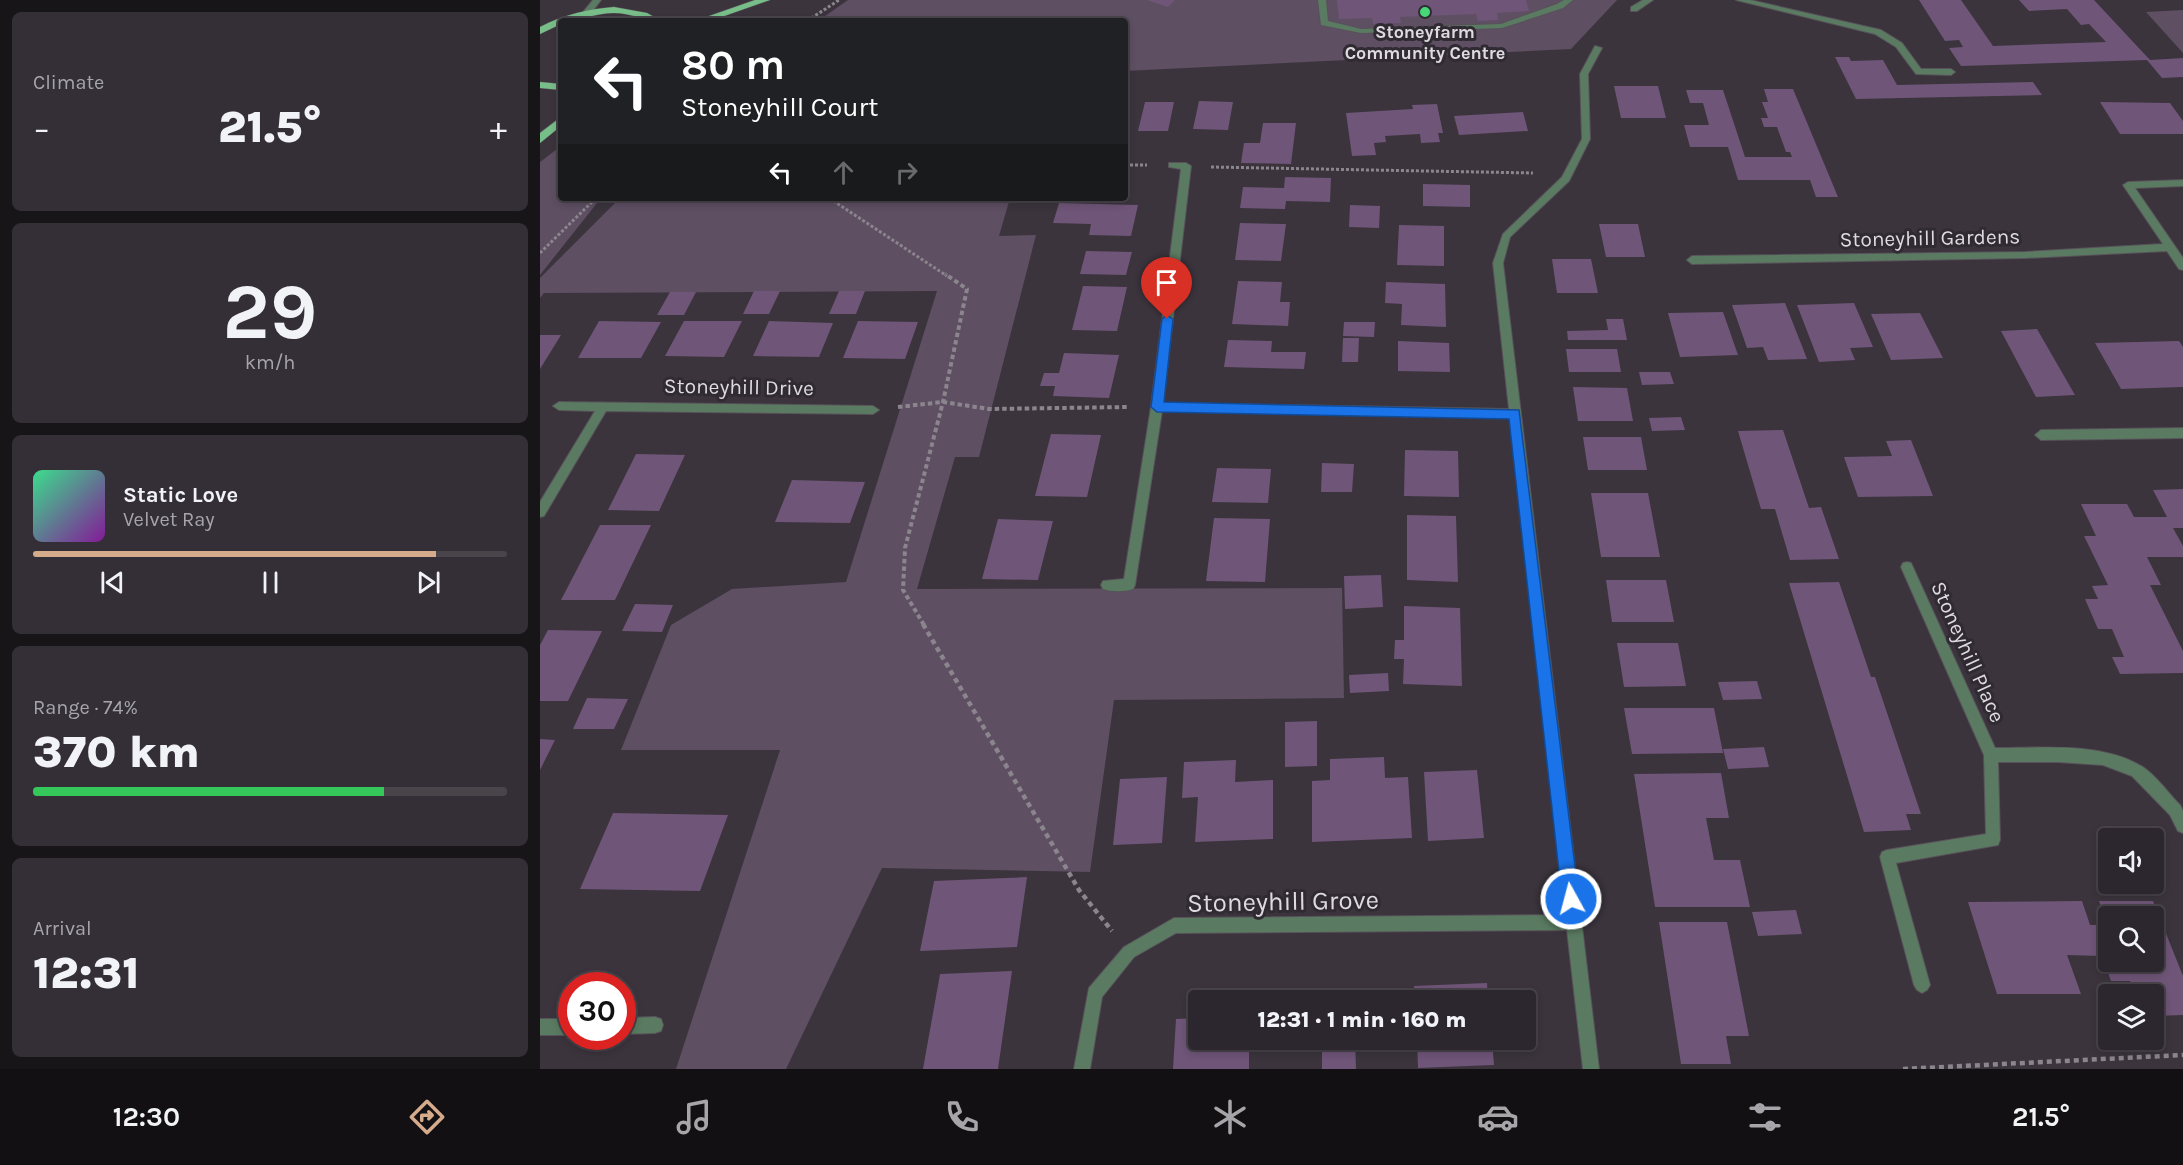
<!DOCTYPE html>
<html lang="en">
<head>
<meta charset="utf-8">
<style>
	:root { --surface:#2c272e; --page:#342f36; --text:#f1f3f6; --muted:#a6a5aa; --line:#48444a; --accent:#d6ab8b }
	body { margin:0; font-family:Karla,sans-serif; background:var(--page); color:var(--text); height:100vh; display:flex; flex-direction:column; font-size:22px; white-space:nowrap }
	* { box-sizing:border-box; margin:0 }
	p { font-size:20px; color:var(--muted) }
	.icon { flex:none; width:33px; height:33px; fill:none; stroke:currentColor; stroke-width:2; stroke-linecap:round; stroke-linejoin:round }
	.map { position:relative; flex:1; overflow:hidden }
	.panel { display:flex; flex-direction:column; gap:12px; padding:12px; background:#181519; width:540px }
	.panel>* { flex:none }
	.banner { position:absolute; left:18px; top:18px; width:570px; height:183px; border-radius:6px; box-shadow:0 3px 9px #0003,0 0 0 2px var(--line); background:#202124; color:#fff; overflow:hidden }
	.controls { position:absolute; left:1558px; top:828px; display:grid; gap:12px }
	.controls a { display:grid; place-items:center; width:66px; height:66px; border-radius:6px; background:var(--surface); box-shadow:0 3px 9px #0003,0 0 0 2px var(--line); font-size:30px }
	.speed { position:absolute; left:18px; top:972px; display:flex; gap:12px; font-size:30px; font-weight:700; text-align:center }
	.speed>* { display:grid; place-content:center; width:78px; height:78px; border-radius:50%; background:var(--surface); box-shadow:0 3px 9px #0003,0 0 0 2px var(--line); line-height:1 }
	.speed .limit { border:9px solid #d22; background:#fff; color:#111 }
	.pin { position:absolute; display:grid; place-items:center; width:51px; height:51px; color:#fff; margin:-62px -26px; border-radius:50% 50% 50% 0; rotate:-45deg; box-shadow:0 0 6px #0007 }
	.pin .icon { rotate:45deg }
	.me { position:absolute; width:66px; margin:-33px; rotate:353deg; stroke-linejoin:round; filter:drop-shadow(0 0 4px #0008) }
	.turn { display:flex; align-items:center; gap:21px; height:126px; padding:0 24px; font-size:27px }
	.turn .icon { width:78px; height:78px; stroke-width:2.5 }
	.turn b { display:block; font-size:42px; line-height:51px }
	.lanes { display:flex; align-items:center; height:57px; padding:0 24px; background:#0003; justify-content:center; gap:30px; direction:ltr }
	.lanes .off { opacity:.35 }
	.big { font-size:45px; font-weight:800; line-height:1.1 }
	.panel .widget { flex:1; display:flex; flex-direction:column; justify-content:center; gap:9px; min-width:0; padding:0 21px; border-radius:9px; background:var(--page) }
	.panel .dial { align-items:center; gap:0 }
	.dial b { font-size:78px; line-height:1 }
	.song { display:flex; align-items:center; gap:18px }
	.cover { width:72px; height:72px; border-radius:9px; background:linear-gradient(135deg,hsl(150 70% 55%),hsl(290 70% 35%)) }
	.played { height:6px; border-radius:3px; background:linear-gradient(90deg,var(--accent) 85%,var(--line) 85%) }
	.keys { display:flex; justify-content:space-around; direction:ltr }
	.heat { display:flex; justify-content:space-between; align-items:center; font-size:33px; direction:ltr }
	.charge { height:9px; border-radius:4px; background:linear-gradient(90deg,#34c759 74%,var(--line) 0) }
	.trip { position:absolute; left:648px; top:990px; width:348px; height:60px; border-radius:6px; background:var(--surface); box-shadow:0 3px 9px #0003,0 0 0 2px var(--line); font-weight:800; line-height:60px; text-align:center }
	.menu { display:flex; height:96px; justify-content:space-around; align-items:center; background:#121012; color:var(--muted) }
	.menu .icon { width:42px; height:42px }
	.menu .selected { color:var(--accent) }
	.menu b { font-size:27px; color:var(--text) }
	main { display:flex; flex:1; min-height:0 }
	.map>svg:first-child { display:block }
	.green { fill:#5e4f63 }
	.building { fill:#6f5578 }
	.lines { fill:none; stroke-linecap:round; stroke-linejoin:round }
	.service-casing { stroke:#58525a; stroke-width:2 }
	.minor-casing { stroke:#58525a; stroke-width:2 }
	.primary-casing { stroke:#58525a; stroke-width:1 }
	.path-far2 { stroke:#8b858d; stroke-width:3; stroke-dasharray:3 2; stroke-linecap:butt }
	.path-far1 { stroke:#8b858d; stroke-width:4; stroke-dasharray:4.5 3; stroke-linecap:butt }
	.path { stroke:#8b858d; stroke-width:4.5; stroke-dasharray:5 4; stroke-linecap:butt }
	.service { fill:#5a7b61; fill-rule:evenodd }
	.minor { fill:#5a7b61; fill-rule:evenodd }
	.primary { fill:#78be89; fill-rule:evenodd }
	.route { fill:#1a73e8; stroke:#114b97; stroke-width:1.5 }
	.poi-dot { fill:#47d779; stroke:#302a33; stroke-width:2 }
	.labels { text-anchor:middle; stroke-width:6; stroke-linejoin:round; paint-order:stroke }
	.far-poi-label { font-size:18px; font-weight:bold; fill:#dedae0; stroke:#302a33 }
	.street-label { font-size:21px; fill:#dedae0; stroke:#302a33 }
	.near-street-label { font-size:26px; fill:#dedae0; stroke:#302a33 }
</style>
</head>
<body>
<main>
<section class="panel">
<div class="widget"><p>Climate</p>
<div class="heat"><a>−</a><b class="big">21.5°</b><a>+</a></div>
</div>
<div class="widget dial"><b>29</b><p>km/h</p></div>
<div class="widget">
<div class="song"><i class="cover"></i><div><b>Static Love</b><p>Velvet Ray</p></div></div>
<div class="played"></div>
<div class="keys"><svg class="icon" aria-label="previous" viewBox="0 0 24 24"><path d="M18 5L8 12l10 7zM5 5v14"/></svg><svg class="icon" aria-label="pause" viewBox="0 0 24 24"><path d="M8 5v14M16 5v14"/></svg><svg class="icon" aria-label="next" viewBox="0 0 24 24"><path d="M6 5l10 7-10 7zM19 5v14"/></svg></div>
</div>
<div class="widget"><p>Range · 74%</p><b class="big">370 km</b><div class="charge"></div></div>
<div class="widget"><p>Arrival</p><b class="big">12:31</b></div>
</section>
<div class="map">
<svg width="1643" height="1069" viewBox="0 0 1643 1069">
	<rect width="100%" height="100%" fill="#3b343d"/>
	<path class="green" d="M308,0H1077L1031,49L585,71V21H278Z
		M1643,10V53L1606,12Z
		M21,146V198H61L0,275V162Z
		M80,198H470L459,236L496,235L439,457H415L377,589L802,588L804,698L574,700L550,872L342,868L246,1069H136L240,750H81L131,625L192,589L306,582L397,291L4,293L0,298V278Z"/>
	<path class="building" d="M607,0H635L628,7Z
		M797,0H986L989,11L957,13L958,20L938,21L936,14L860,17L861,23L833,24L832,18L799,19Z
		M1379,0H1421L1453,46L1566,42L1549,24L1541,25L1527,9L1489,11L1479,0H1554L1610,60L1643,58V77L1622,78L1607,60L1421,66L1409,48L1423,47L1419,40L1405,41Z
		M1295,57H1309L1311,61L1343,60L1357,85L1493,82L1502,95L1316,99Z
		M1074,86H1118L1126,118H1081Z
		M1224,89H1253L1298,197H1276L1270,180H1198L1188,147H1150L1144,125H1169L1163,103H1150L1146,90H1183L1205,157H1252L1250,152H1246L1237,127H1224L1221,118H1228L1222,102H1228Z
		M659,101L693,102L688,130L653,129Z
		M605,102H634L628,131H598Z
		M1560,102L1630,103L1643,121V134H1580Z
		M897,104L903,133H898L900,142L881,143L880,134L845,136L846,142L834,143L836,155L812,156L806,113L873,109L872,105Z
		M983,112L988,131L919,135L914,116Z
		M723,123H756L751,164L701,163L704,143H720Z
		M745,177L791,178L790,202L746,201L745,209L700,208L703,187L744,188Z
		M883,184L930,185V207L883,206Z
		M519,203L598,205L591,236L549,235L551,224L513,223Z
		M810,205L840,206L839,228L809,227Z
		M700,223L746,224L741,261L695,260Z
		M1059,224H1098L1105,257H1066Z
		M859,225L904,226V266L857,265Z
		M546,251L592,252L586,275L540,274Z
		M1012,259H1051L1058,293H1017Z
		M698,281L742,282L740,302H750L748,326L692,324Z
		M846,282L905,284L906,327L861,325L862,304L845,303Z
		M543,286L587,287L577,331L532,330Z
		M214,291H240L229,314H203Z
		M299,291H325L316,314H289Z
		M130,292H156L144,315H117Z
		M1245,303L1262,346L1267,359L1228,360L1223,347L1207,348L1192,305Z
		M1314,303L1333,347L1310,348L1315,360L1279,362L1257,305Z
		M1183,312L1198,355L1140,357L1128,313Z
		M1380,313L1403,358L1351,360L1331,314Z
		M1066,319H1083L1087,340H1028L1027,331L1068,330Z
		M59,321L121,322L101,358H38Z
		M144,321H202L184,357L125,356Z
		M229,321L293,323L279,357L213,356Z
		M318,321L378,322L365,359L303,358Z
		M804,322H835L834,337L803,336Z
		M1497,329L1535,395L1496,397L1461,331Z
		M0,335H21L0,369Z
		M803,338H819L818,362H802Z
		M688,340L732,341L731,352H766L764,369L684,367Z
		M858,341L909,343L910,372L858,371Z
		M1639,341L1643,347V387L1581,389L1555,343Z
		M1026,349H1077L1081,372H1029Z
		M524,353L579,355L569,398L513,396L515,386H500L504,373H519Z
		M1099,372H1130L1134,384L1102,385Z
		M1033,387L1087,388L1093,421H1038Z
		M1141,417L1145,430L1112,431L1109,418Z
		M1243,430L1269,508L1281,507L1299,559L1250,560L1235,509H1221L1198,431Z
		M511,434L561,435L547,497L495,496Z
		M1043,437H1101L1107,470H1048Z
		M1371,440L1393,496L1318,497L1304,457L1352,456L1346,441Z
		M865,450L918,451L919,497L864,496Z
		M96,454L145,455L119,511L68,510Z
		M782,463L814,464L812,492H781Z
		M677,468L731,469L728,503L672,502Z
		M252,480L325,482L310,523L235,522Z
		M1643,489V528H1633L1643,546V557H1607L1621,585H1610L1643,651V673L1580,674L1572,657H1584L1572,629H1558L1545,599H1558L1552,586L1568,585L1544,536H1556L1541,504H1587L1594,517H1627L1613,490Z
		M1051,493H1108L1120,557H1061Z
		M867,515L916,516L918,582L867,580Z
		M674,518L730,519L725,582L666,581Z
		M458,519L513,521L498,580L442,579Z
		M60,525H111L75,600H21Z
		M841,575L843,607L805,609L804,576Z
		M1066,580H1126L1134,622H1072Z
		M1299,582L1331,677H1335L1381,814H1366L1371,830L1324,832L1249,583Z
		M95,604L133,605L122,632L82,631Z
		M864,606L920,608L922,686L863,684L864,659H854L855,640H864Z
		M8,630L62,631L28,701H0V645Z
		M1077,643H1138L1146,686L1084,687Z
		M848,673L849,691L810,693L809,675Z
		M1217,681L1222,699L1183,700L1178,682Z
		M47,698L88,699L74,729H33Z
		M1084,708H1174L1183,753L1092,754Z
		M777,721V766L745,767V722Z
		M0,739L15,740L0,770Z
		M1224,747L1229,767L1188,769L1183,749Z
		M844,757L845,778L868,777L872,838L772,842V781L790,780V759Z
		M696,760L695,782L733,780V839L655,842L658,797L642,798L644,762Z
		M937,770L944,838L888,841L884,772Z
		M1181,773L1189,818H1166L1174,860H1200L1210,907H1115L1094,774Z
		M627,777L622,843L573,845L580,779Z
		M73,813L188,815L160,891L40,889Z
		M487,877L477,947L380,951L394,881Z
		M1542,901L1550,925H1569V962H1614V916H1569V925L1559,901H1613L1643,976V1015L1614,1016V994H1595L1590,981H1571L1562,956L1527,955L1541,994H1457L1428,902Z
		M1256,910L1262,934L1218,936L1212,912Z
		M1119,922H1187L1209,1036H1186L1191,1064H1141Z
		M472,971L458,1069H383L400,974Z
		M947,983L948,1000H875L874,986Z
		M658,1018V1040H709V1069H633L636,1019Z
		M782,1040H815L816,1069H782Z
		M877,1040H952L954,1065L878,1068Z"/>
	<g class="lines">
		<g class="service-casing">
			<path id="service" d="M53,0H61L51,13H45L44,11Z
				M778,0H786L788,21L821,29L961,24L1017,4L1024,0H1033L1023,8L962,28L821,33L781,25Z"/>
		</g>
		<g class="minor-casing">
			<path id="minor" d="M1103,0H1113L1097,11H1091V7Z
				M1196,0H1210L1341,30L1362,43L1381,69H1411L1415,72L1411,75L1376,74L1356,47L1335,34Z
				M1055,46L1062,48L1048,74L1050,139L1029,181L970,237L963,263L1059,1069H1043L1027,930L636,933L594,957L562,997L550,1069H534L549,988L584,947L634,918L1026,915L970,418L622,411L595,585L593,589C585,592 571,592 563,589L561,585L563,581L584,579L611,407L641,169L629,167V163H646L651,166L623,403L969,409L953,263L963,234L1022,177L1042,139L1040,74Z
				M1643,180V186L1595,188L1643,258V270L1639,269L1627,251L1485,258L1152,264L1147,260L1152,256L1485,252L1623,244L1583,185L1588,182Z
				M19,402L333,406L339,410L333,414L66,411L4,516L0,517V502L55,411L19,410L13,406Z
				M1643,428V438L1501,440L1495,435L1501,430Z
				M1367,562L1371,563L1455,748C1500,748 1561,742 1601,766C1614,773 1629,794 1640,805L1643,811V833L1638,831L1630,815L1592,776L1563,765L1518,762H1458L1460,840L1458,845L1356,863L1390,985L1387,990L1382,993L1377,990L1374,985L1340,857L1342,852L1347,850L1446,834L1444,755L1361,567L1363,563Z
				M115,1017L121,1019L123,1025L121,1031L115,1033L82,1034V1018Z
				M0,1019H32V1035H0Z"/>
		</g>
		<g class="primary-casing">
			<path id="primary" d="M215,0H230L170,21H155Z
				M74,7L107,13L121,21C105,21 91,13 74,13C56,13 39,21 21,21V24L0,34V27C23,15 48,9 74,7Z
				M0,82L21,84V90L0,88Z
				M21,117V126L0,143V133Z"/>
		</g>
		<path class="path-far2" d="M267,21L299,0
			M585,165H607
			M671,167L993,173
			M289,198L407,276
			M0,253L56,198"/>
		<path class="path-far1" d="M358,407L403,402L449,409L589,407
			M384,625L363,590L365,548L403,402L427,289L405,274"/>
		<path class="path" d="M383,624L539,890L572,931
			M1363,1069L1643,1055"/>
		<use href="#service" class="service"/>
		<use href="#minor" class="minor"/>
		<use href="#primary" class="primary"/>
	</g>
	<path class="route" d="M627,315L633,319L624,402L979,410L1039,899L1037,905L1031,908L1025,905L1022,899L969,419L617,412L611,407L622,319Z"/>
	<circle class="poi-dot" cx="885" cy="12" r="6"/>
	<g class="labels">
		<g class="far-poi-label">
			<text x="885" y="38">Stoneyfarm<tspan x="885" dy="21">Community Centre</tspan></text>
		</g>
		<g class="street-label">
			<text transform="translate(1390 238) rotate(-1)" y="7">Stoneyhill Gardens</text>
			<text transform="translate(199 387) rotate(1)" y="7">Stoneyhill Drive</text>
			<text transform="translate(1428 652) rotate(66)" y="7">Stoneyhill Place</text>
		</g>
		<g class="near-street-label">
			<text transform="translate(743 901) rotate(-1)" y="9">Stoneyhill Grove</text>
		</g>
	</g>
</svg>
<div class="controls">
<a><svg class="icon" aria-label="sound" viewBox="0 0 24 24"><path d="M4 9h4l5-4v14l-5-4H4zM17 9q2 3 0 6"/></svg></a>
<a><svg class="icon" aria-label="search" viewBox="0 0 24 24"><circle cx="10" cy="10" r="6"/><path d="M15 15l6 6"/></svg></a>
<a><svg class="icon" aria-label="layers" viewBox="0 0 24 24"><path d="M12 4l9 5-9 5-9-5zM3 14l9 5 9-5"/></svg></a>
</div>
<div class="speed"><div class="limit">30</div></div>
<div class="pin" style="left:627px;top:319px;background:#d93025"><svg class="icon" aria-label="arrive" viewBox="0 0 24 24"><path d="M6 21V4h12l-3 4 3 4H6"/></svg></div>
<svg class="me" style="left:1031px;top:899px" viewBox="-20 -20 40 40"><circle r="17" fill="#1a73e8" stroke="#fff" stroke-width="3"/><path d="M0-11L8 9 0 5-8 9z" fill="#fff"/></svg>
<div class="trip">12:31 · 1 min · 160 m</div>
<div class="banner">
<div class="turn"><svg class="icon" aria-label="left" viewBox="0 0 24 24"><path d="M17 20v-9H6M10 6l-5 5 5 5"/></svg><div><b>80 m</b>Stoneyhill Court</div></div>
<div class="lanes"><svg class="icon" aria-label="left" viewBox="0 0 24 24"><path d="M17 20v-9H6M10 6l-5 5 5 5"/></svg><svg class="icon off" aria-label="ahead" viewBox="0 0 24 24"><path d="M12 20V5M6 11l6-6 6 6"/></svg><svg class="icon off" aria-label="right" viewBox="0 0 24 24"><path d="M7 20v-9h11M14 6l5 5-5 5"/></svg></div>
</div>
</div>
</main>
<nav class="menu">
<b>12:30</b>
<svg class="icon selected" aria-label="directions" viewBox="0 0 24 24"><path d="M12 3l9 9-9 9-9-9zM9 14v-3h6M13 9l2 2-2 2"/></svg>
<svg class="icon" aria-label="music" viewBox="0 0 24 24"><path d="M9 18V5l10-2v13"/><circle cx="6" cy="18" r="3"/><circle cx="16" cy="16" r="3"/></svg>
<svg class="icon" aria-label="phone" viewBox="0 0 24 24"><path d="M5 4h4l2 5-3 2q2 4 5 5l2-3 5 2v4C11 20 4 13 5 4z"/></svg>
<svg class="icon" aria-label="climate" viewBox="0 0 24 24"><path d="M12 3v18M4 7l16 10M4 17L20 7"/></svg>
<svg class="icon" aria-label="car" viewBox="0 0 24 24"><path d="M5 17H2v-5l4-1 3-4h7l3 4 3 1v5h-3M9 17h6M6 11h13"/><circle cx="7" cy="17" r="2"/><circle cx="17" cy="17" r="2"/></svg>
<svg class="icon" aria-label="filters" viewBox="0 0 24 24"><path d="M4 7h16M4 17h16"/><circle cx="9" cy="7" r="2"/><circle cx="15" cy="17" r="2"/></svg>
<b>21.5°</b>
</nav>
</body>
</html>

- - - -

Every line above that has the string "hidden" needs to be copied.

	.map { position:relative; flex:1; overflow:hidden }
	.banner { position:absolute; left:18px; top:18px; width:570px; height:183px; border-radius:6px; box-shadow:0 3px 9px #0003,0 0 0 2px var(--line); background:#202124; color:#fff; overflow:hidden }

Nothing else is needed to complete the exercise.